── DATASET

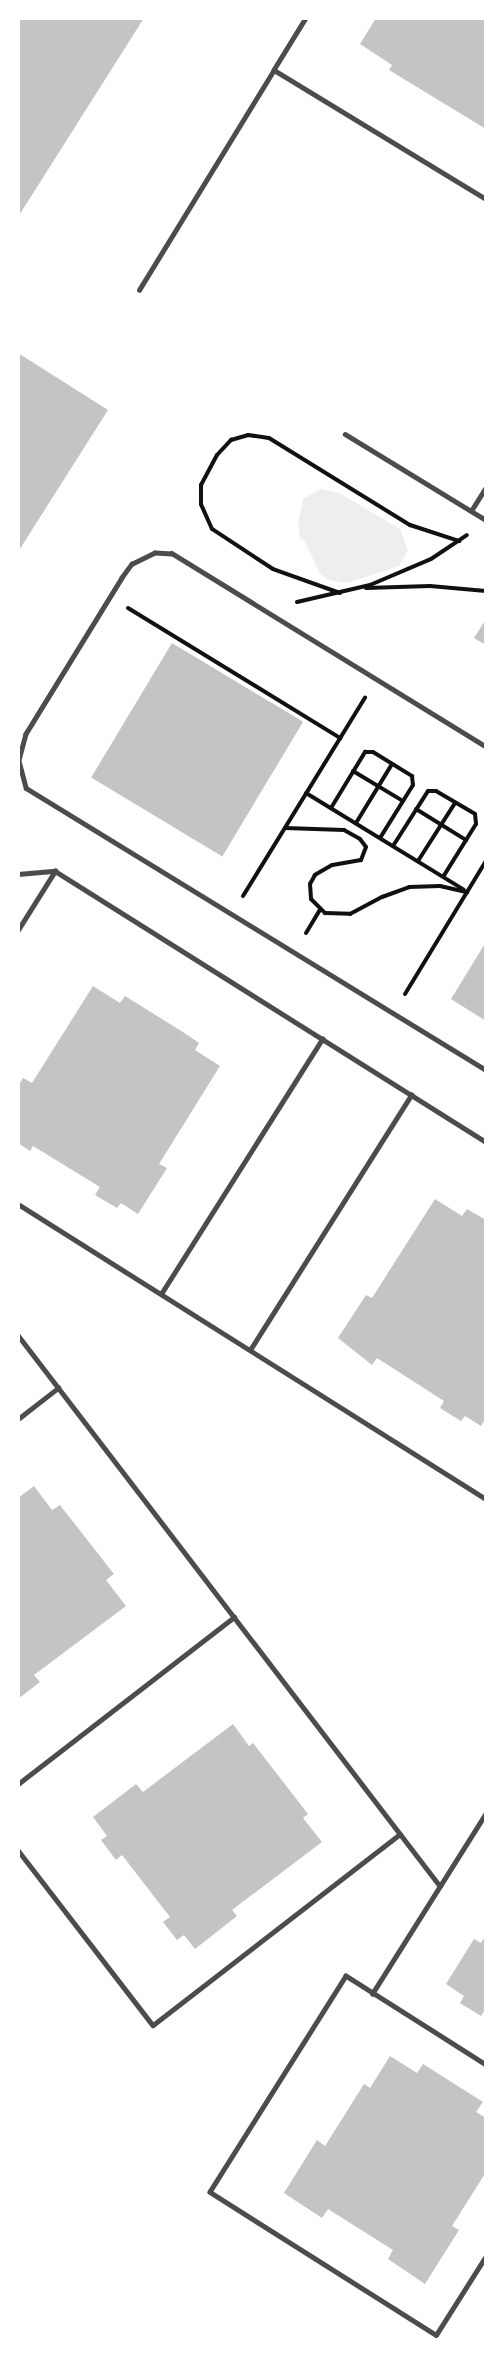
<!DOCTYPE html>
<style>
body{margin:0}
#map{position:relative;width:504px;height:2379px;overflow:hidden;background:#fff;font-family:"Source Serif 4",serif}
div>[style]{position:absolute}
.green>*{inset:0;background:#eee}
.building>*{inset:0;background:#c4c4c4;transform-origin:0 0}
.path>*{height:4px;margin:-2px;padding:0 2px;transform-origin:2px;border-radius:2px;background:#111}
.service>*{height:4.5px;margin:-2.25px;padding:0 2.25px;transform-origin:2.25px;border-radius:2.25px;background:#4c4c4c}
span{translate:-50% -50%;white-space:nowrap;text-align:center;line-height:1.15;-webkit-text-stroke:6px #fff;paint-order:stroke}
.frame{position:absolute;inset:0;border:20px solid #fff;pointer-events:none}
</style>
<div id="map">
<div class="green">
<i style="clip-path:polygon(321px 489px,339px 493px,400px 529px,408px 550px,399px 566px,347px 583px,329px 580px,320px 574px,304px 540px,300px 539px,298px 522px,303px 499px)"></i>
</div>
<div class="building">
<i style="clip-path:polygon(18px 18px,144px 18px,18px 217px)"></i>
<i style="clip-path:polygon(376px 18px,486px 18px,486px 129px,389px 70px,392px 65px,360px 44px)"></i>
<i style="clip-path:polygon(18px 353px,108px 410px,18px 552px)"></i>
<i style="clip-path:polygon(486px 619px,486px 645px,474px 638px)"></i>
<i style="left:172px;top:643px;width:153px;height:157px;rotate:31deg"></i>
<i style="clip-path:polygon(486px 942px,486px 1021px,451px 999px)"></i>
<i style="clip-path:polygon(93px 986px,120px 1003px,125px 996px,186px 1034px,199px 1043px,195px 1050px,220px 1066px,159px 1164px,167px 1168px,138px 1214px,121px 1203px,117px 1208px,95px 1195px,100px 1187px,33px 1146px,30px 1151px,18px 1143px,18px 1086px,23px 1078px,32px 1083px)"></i>
<i style="clip-path:polygon(435px 1199px,462px 1216px,467px 1209px,486px 1220px,486px 1418px,481px 1426px,465px 1416px,461px 1421px,440px 1408px,444px 1401px,377px 1358px,372px 1365px,338px 1338px,366px 1295px,372px 1298px)"></i>
<i style="clip-path:polygon(34px 1486px,52px 1510px,60px 1505px,92px 1546px,114px 1574px,106px 1580px,126px 1606px,34px 1675px,40px 1682px,18px 1699px,18px 1498px)"></i>
<i style="clip-path:polygon(233px 1724px,249px 1746px,253px 1743px,308px 1814px,303px 1818px,322px 1842px,232px 1910px,237px 1916px,195px 1949px,184px 1935px,177px 1940px,163px 1922px,170px 1917px,122px 1855px,116px 1860px,101px 1840px,107px 1836px,93px 1817px,136px 1784px,143px 1792px)"></i>
<i style="clip-path:polygon(486px 1935px,486px 2008px,481px 2016px,460px 2003px,464px 1996px,446px 1984px,474px 1939px,481px 1943px)"></i>
<i style="clip-path:polygon(390px 2056px,417px 2073px,423px 2064px,483px 2102px,476px 2112px,486px 2118px,486px 2172px,452px 2226px,459px 2230px,425px 2284px,388px 2259px,393px 2250px,328px 2209px,322px 2218px,284px 2193px,317px 2140px,325px 2146px,364px 2084px,370px 2088px)"></i>
</div>
<div class="path">
<i style="left:366px;top:588px;width:64px;rotate:-1.8deg"></i>
<i style="left:430px;top:586px;width:56px;rotate:5.1deg"></i>
<i style="left:340px;top:593px;width:71px;rotate:-160.3deg"></i>
<i style="left:273px;top:569px;width:73px;rotate:-146.7deg"></i>
<i style="left:212px;top:529px;width:27px;rotate:-114deg"></i>
<i style="left:201px;top:504px;width:19px;rotate:-90deg"></i>
<i style="left:201px;top:485px;width:34px;rotate:-62deg"></i>
<i style="left:217px;top:455px;width:21px;rotate:-47deg"></i>
<i style="left:231px;top:440px;width:18px;rotate:-16deg"></i>
<i style="left:248px;top:435px;width:21px;rotate:8deg"></i>
<i style="left:269px;top:438px;width:166px;rotate:31.7deg"></i>
<i style="left:410px;top:525px;width:52px;rotate:18.1deg"></i>
<i style="left:297px;top:602px;width:75px;rotate:-13.1deg"></i>
<i style="left:370px;top:585px;width:66px;rotate:-23.1deg"></i>
<i style="left:431px;top:559px;width:43px;rotate:-33.7deg"></i>
<i style="left:128px;top:608px;width:249px;rotate:31.5deg"></i>
<i style="left:353px;top:771px;width:58px;rotate:31deg"></i>
<i style="left:306px;top:793px;width:185px;rotate:31.5deg"></i>
<i style="left:331px;top:808px;width:66px;rotate:-58.7deg"></i>
<i style="left:365px;top:752px;width:8px"></i>
<i style="left:373px;top:752px;width:46px;rotate:31.6deg"></i>
<i style="left:412px;top:776px;width:9px;rotate:84deg"></i>
<i style="left:413px;top:785px;width:62px;rotate:121.9deg"></i>
<i style="left:416px;top:809px;width:59px;rotate:31.8deg"></i>
<i style="left:356px;top:823px;width:69px;rotate:-58.6deg"></i>
<i style="left:285px;top:828px;width:59px;rotate:1.9deg"></i>
<i style="left:344px;top:830px;width:18px;rotate:29deg"></i>
<i style="left:360px;top:839px;width:10px;rotate:53deg"></i>
<i style="left:366px;top:847px;width:14px;rotate:111deg"></i>
<i style="left:361px;top:860px;width:29px;rotate:170deg"></i>
<i style="left:332px;top:865px;width:20px;rotate:150deg"></i>
<i style="left:315px;top:875px;width:10px;rotate:119deg"></i>
<i style="left:310px;top:884px;width:15px;rotate:86deg"></i>
<i style="left:311px;top:899px;width:20px;rotate:45deg"></i>
<i style="left:325px;top:913px;width:25px;rotate:2deg"></i>
<i style="left:350px;top:914px;width:36px;rotate:-28deg"></i>
<i style="left:382px;top:897px;width:29px;rotate:-20deg"></i>
<i style="left:409px;top:887px;width:31px;rotate:-2deg"></i>
<i style="left:440px;top:886px;width:28px;rotate:13deg"></i>
<i style="left:393px;top:846px;width:65px;rotate:-57.5deg"></i>
<i style="left:428px;top:791px;width:8px"></i>
<i style="left:436px;top:791px;width:45px;rotate:30.5deg"></i>
<i style="left:475px;top:814px;width:10px;rotate:84deg"></i>
<i style="left:476px;top:824px;width:62px;rotate:121.9deg"></i>
<i style="left:418px;top:861px;width:69px;rotate:-57.5deg"></i>
<i style="left:243px;top:896px;width:233px;rotate:-58.4deg"></i>
<i style="left:306px;top:933px;width:27px;rotate:-59deg"></i>
<i style="left:405px;top:994px;width:156px;rotate:-58.7deg"></i>
</div>
<div class="service">
<i style="left:306px;top:18px;width:61px;rotate:121.6deg"></i>
<i style="left:274px;top:70px;width:248px;rotate:31.3deg"></i>
<i style="left:139px;top:290px;width:258px;rotate:-58.5deg"></i>
<i style="left:345px;top:434px;width:165px;rotate:31.4deg"></i>
<i style="left:471px;top:511px;width:28px;rotate:-58deg"></i>
<i style="left:486px;top:747px;width:369px;rotate:-148.4deg"></i>
<i style="left:172px;top:554px;width:17px;rotate:-177deg"></i>
<i style="left:155px;top:553px;width:25px;rotate:154deg"></i>
<i style="left:132px;top:564px;width:17px;rotate:126deg"></i>
<i style="left:122px;top:578px;width:183px;rotate:121.6deg"></i>
<i style="left:26px;top:734px;width:28px;rotate:105deg"></i>
<i style="left:19px;top:761px;width:28px;rotate:75deg"></i>
<i style="left:26px;top:788px;width:540px;rotate:31.51deg"></i>
<i style="left:18px;top:874px;width:37px;rotate:-5deg"></i>
<i style="left:55px;top:871px;width:509px;rotate:32.16deg"></i>
<i style="left:18px;top:930px;width:70px;rotate:-57.9deg"></i>
<i style="left:18px;top:1204px;width:553px;rotate:32.22deg"></i>
<i style="left:161px;top:1294px;width:302px;rotate:-57.7deg"></i>
<i style="left:18px;top:1335px;width:694px;rotate:52.55deg"></i>
<i style="left:250px;top:1350px;width:302px;rotate:-57.7deg"></i>
<i style="left:18px;top:1419px;width:51px;rotate:-37.8deg"></i>
<i style="left:18px;top:1784px;width:273px;rotate:-37.7deg"></i>
<i style="left:18px;top:1850px;width:221px;rotate:52.4deg"></i>
<i style="left:153px;top:2025px;width:312px;rotate:-37.7deg"></i>
<i style="left:372px;top:1994px;width:214px;rotate:-57.8deg"></i>
<i style="left:486px;top:2065px;width:166px;rotate:-147.6deg"></i>
<i style="left:346px;top:1976px;width:255px;rotate:122.2deg"></i>
<i style="left:210px;top:2192px;width:267px;rotate:32.3deg"></i>
<i style="left:436px;top:2335px;width:93px;rotate:-57.7deg"></i>
</div>
<div class="frame"></div>
</div>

────

» **REQUIREMENT**:
For the word "absolute", return every line of the records that holds it.

» **RESULT OF THE EXERCISE**:
div>[style]{position:absolute}
.frame{position:absolute;inset:0;border:20px solid #fff;pointer-events:none}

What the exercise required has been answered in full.